He also attached a letter addressed to “The President, All India Muslim Personal Law Board, Jamia Nagar, New Delhi,” in which he claimed to be writing “on behalf of the Muslims and the Arab World” and accused the Personal law Board and the Babri Masjid Action Committee of “very meek and half-hearted defence” of the Babri case. He then demanded that he be granted the “responsibility to take the Babri Masjid case to the International Criminal Court.”
Few in India took note of this tweet.
Now we have come to know, again through another tweet by the lawyer, that Zafaryab Jilani of the Babri Masjid Action Committee had shown courtesy of replying to him and politely declined the offer. Al Shureka has attached Jilani’s letter with the following note: “My brothers in Islam, Muslims of India, look at the way I and the Arabs have been humiliated and discouraged by the AIMPLB & Babri Masjid Action Committee office bearers. They don’t want me to take the case to the International Criminal Court. I let you decide now @OIC_OCI @hrw.”
In the purported letter, Jilani reminded him of the “silence and meek protest of the entire Arab world on the tragic incident of demolition of Babri Masjid which had taken place on 6-12-1992 and till now no country or the people of any country have taken up the issue with the Government of India for the last of about 28 years.”
Jilani, while informing him that the Babri case was a “civil matter and not a criminal matter” which was finally decided by the Supreme Court on November 9 last year, asked him: “Kindly tell me the provision of law under which such a judgement of the Supreme Court of India can be challenged in any international court (criminal or civil).”
Jilani concluded his letter dated August 2 on a terse note seeking to know Al Shureka’s standing in the legal profession “so that we may also appreciate the worth of your unwarranted, uncharitable and irresponsible remarks made by you in the letter under reply. As you have not mentioned your address or e-mail in your letter, I am trying to communicate with you on an email ID made available to me only yesterday.”
It’s a subject of propriety if a legal service can be offered through social media. Besides, if the said lawyer really meant business, he could have contacted people pursuing the Babri case personally and discussed with them the merits of the case. Babri is not just a legal case.
This is also a sensitive issue with political ramifications that has decided the fate of several governments in India and catapulted a party with just two seats in Parliament to an overwhelming majority that is now ruling over the country.
Raking up the Babri issue afresh will have its consequences that would benefit only the anti-Muslim forces in India. Also, can a person sitting in distant Kuwait with no knowledge of the complexities of Indian politics really question the integrity of Muslim leadership in India?

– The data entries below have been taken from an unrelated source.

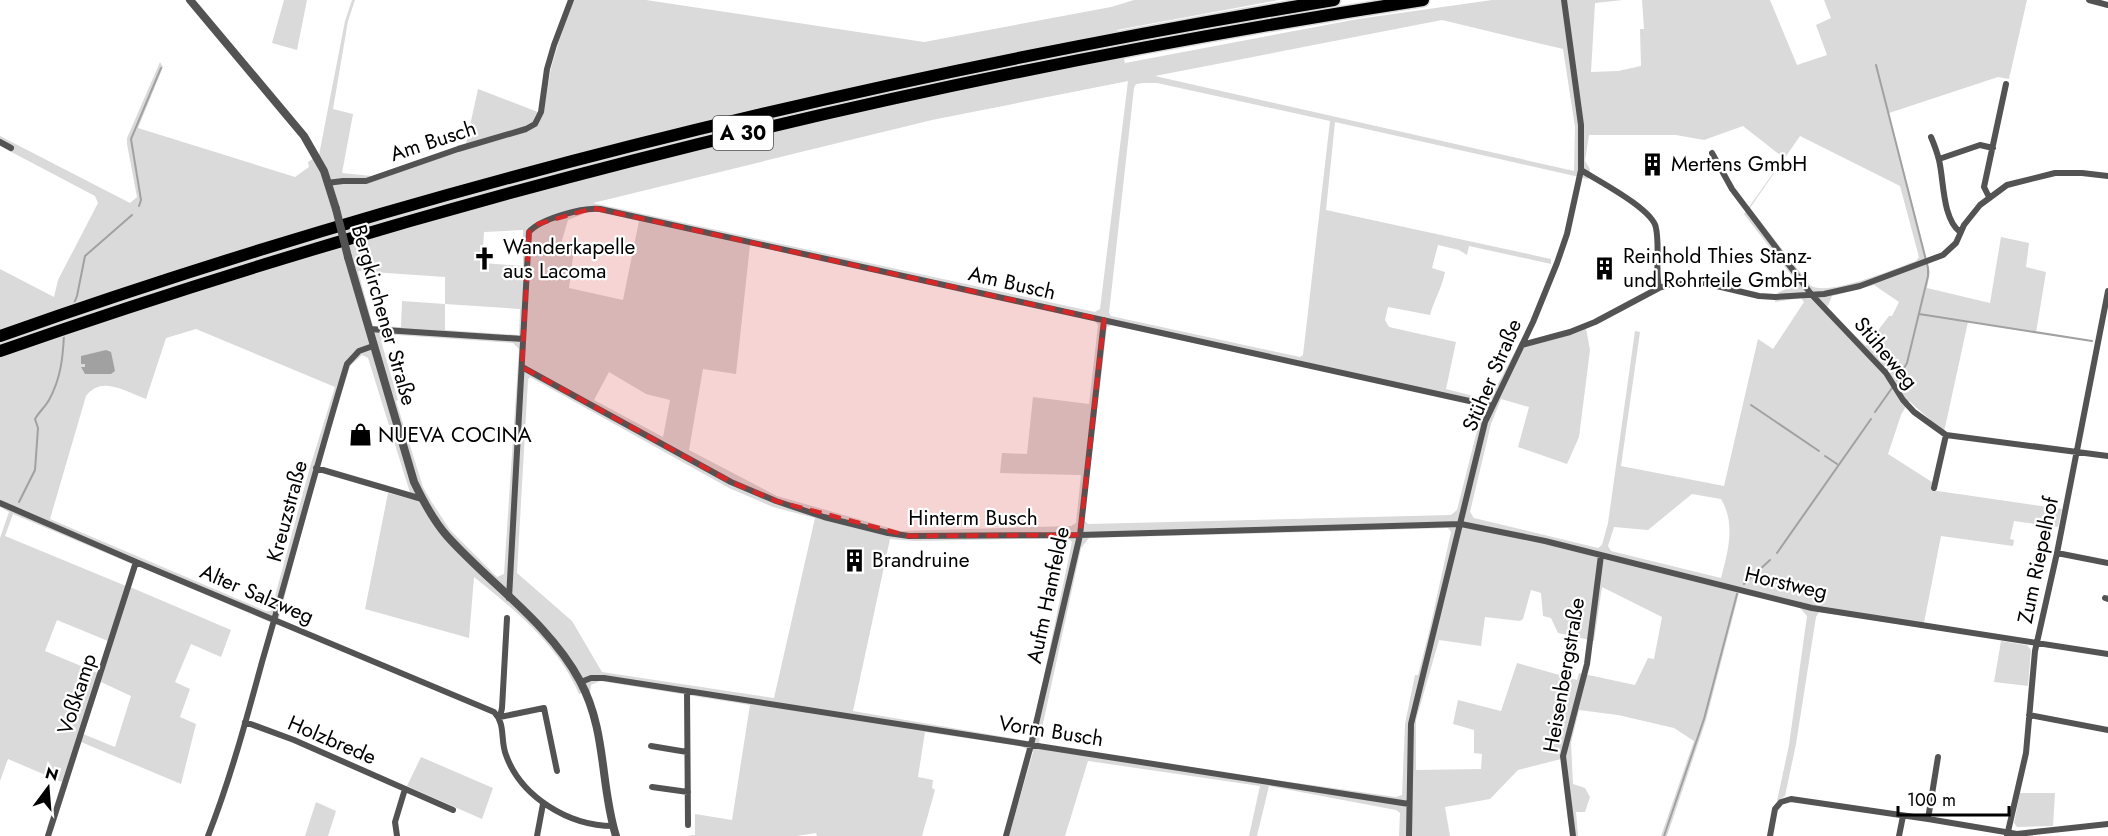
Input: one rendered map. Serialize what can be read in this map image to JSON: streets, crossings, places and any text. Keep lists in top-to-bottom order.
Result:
{
  "streets": {
    "highway": ["A 30"],
    "street": [
      "Am Busch",
      "Bergkirchener Straße",
      "Stüheweg",
      "Stüher Straße",
      "Kreuzstraße",
      "Hinterm Busch",
      "Zum Riepelhof",
      "Horstweg",
      "Alter Salzweg",
      "Aufm Hamfelde",
      "Heisenbergstraße",
      "Voßkamp",
      "Vorm Busch",
      "Holzbrede"
    ]
  },
  "crossings": [
    ["Am Busch", "Bergkirchener Straße"],
    ["Am Busch", "Stüher Straße"],
    ["Am Busch", "Aufm Hamfelde"],
    ["Bergkirchener Straße", "Kreuzstraße"],
    ["Bergkirchener Straße", "Vorm Busch"],
    ["Stüheweg", "Zum Riepelhof"],
    ["Stüher Straße", "Hinterm Busch"],
    ["Stüher Straße", "Horstweg"],
    ["Stüher Straße", "Vorm Busch"],
    ["Kreuzstraße", "Alter Salzweg"],
    ["Kreuzstraße", "Holzbrede"],
    ["Hinterm Busch", "Horstweg"],
    ["Hinterm Busch", "Aufm Hamfelde"],
    ["Zum Riepelhof", "Horstweg"],
    ["Horstweg", "Heisenbergstraße"],
    ["Alter Salzweg", "Voßkamp"],
    ["Aufm Hamfelde", "Vorm Busch"]
  ],
  "places": {
    "building": ["Mertens GmbH", "Reinhold Thies Stanz- und Rohrteile GmbH", "Brandruine"],
    "church": ["Wanderkapelle aus Lacoma"],
    "shop": ["NUEVA COCINA"]
  },
  "scale_bar": "100 m",
  "north": "top"
}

Kuwait is part of six wealthy Gulf monarchies which employ millions of Indian and other Asian and African workers. The way they treat their guest workers is anything but civilised and humane. The arrogance of a Gulf Arab Muslim is evident from the language that Al Shureka has used for those who have been struggling to deal with the challenge to Indian Muslims that came in the form of Babri case.
Those who have lived and worked in the Gulf would know that the Arabs are little informed and bothered about happenings in the Indian subcontinent. During my stay of two decades in that part of the world, Babri mosque was demolished, Muslims of Gujarat were massacred and countless Muslims were killed in one corner or the other in India.
Yet Arabic newspapers seldom published news of such happenings. No Arab ruler or any prominent personality ever raised the issue of persecution of Muslims in India. Even the so-called representative body of Muslims, the Organisation of Islamic Cooperation (OIC) has rarely raised voice over the plight of Muslims in India.
Personally, I do not remember my Arab colleagues ever expressing any concern for the Muslims of India or anywhere else.
Last year, in August when the Narendra Modi government annulled Kashmir’s special status and humiliated its entire population by locking it indoors and cutting its links with the outside world, Modi was honoured with the UAE’s highest civilian award.
Two months later, Saudi Arabia hosted him but it did not seek any explanation from him about the treatment he has been meting out to the Muslims of Kashmir.
In November, the Babri ruling of the Supreme Court came. The top court, despite acknowledging that keeping of idols in the mosque in 1949 and then the demolition of the mosque in 1992 were criminal acts, handed over the mosque site to the very people who had indulged in such criminal acts. None from the Arab world, including Al Shureka, offered any reaction.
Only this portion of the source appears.